Aerial views showed miles of fields and roads under water in Ohio. The state's worst flooding in nearly 100 years closed streets and schools and forced at least 500 people to evacuate.
With only a few rescue boats available, neighbors in the northwest Ohio town of Findlay set out in their own kayaks and canoes in waist-deep streets to ferry others to safety.
The deluge forced prison authorities to move about 130 inmates at the county jail in Findlay to a regional prison, authorities said. Gov. Ted Strickland declared states of emergency in nine counties.

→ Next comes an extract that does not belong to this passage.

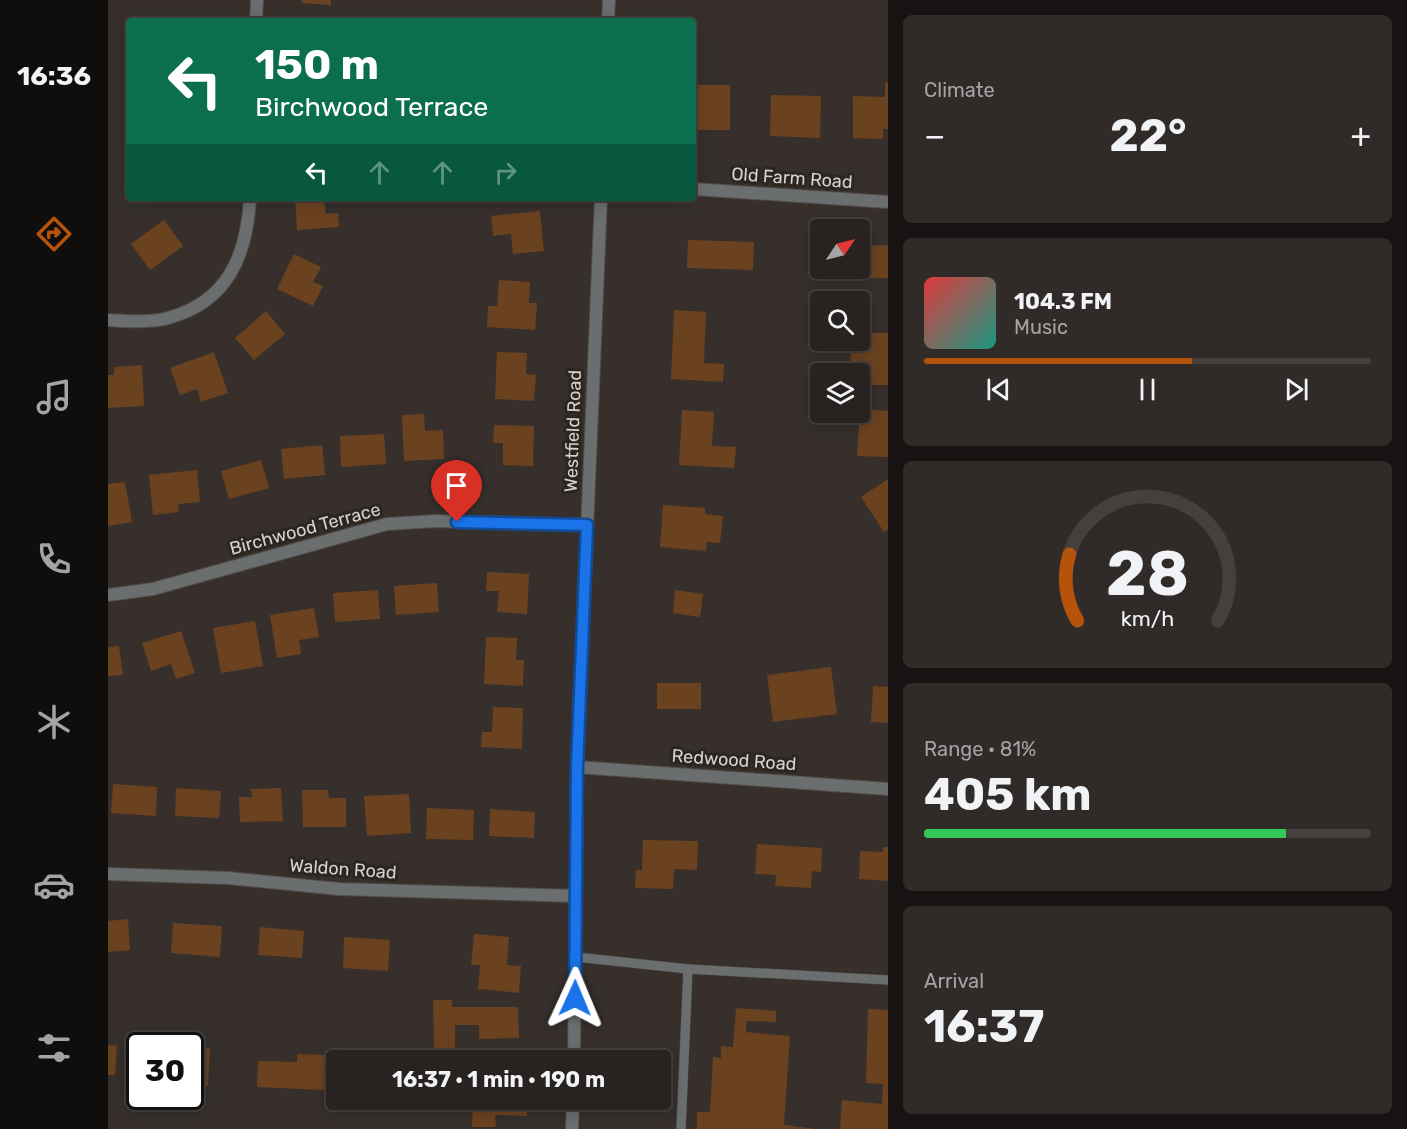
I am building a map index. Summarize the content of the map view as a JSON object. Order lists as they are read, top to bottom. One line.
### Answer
{"streets":{"street":["Old Farm Road","Westfield Road","Birchwood Terrace","Redwood Road","Waldon Road"]},"crossings":[["Westfield Road","Birchwood Terrace"],["Westfield Road","Redwood Road"],["Westfield Road","Waldon Road"]],"north":"top right","page":{"tabs":"16:36","tile":["Climate",["Range · 81%","405 km"],["Arrival","16:37"]],"turn":["150 m","Birchwood Terrace"],"heat":["−","22°","+"],"song":["104.3 FM","Music"],"limit":"30","trip":"16:37 · 1 min · 190 m","gauge":["28","km/h"]}}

Elsewhere across the region, the flooding has affected more than 4,000 homes in Minnesota and caused an estimated $38 million in damage in Wisconsin, where Gov. Jim Doyle declared a state of emergency in five counties.
Wisconsin was hard hit near the Fox River, which peaked at 14.8 feet — 10 feet is flood level — before receding about an inch by Wednesday afternoon, according to Sgt. Gil Benn, a spokesman at the Kenosha County Sheriff's Department.
Benn said officials were bracing for another burst of rainfall by Friday.
"If that happens, all bets are off, and we could end up with a big problem," Benn said.
With 6.44 inches already this month at O'Hare International Airport, Chicago has experienced its wettest August since 1990, when 7.25 inches drenched the city, according to WGN-Ch. 9 meteorologist Tom Skilling.
"There's no break in this until Friday, and my suspicion is that we will get [more rain] after the weekend," Skilling said. "We have new storms on the way."
Skilling said extreme heat in southern Illinois and parts of the South that mixed with high humidity and moist soil had caused rainfall of two to three times the normal August levels in many parts of Illinois, Wisconsin, Ohio, Michigan, Indiana, Iowa and Minnesota. Illinois is on the periphery of a hot-air dome that creates huge amounts of moisture in the air, he said.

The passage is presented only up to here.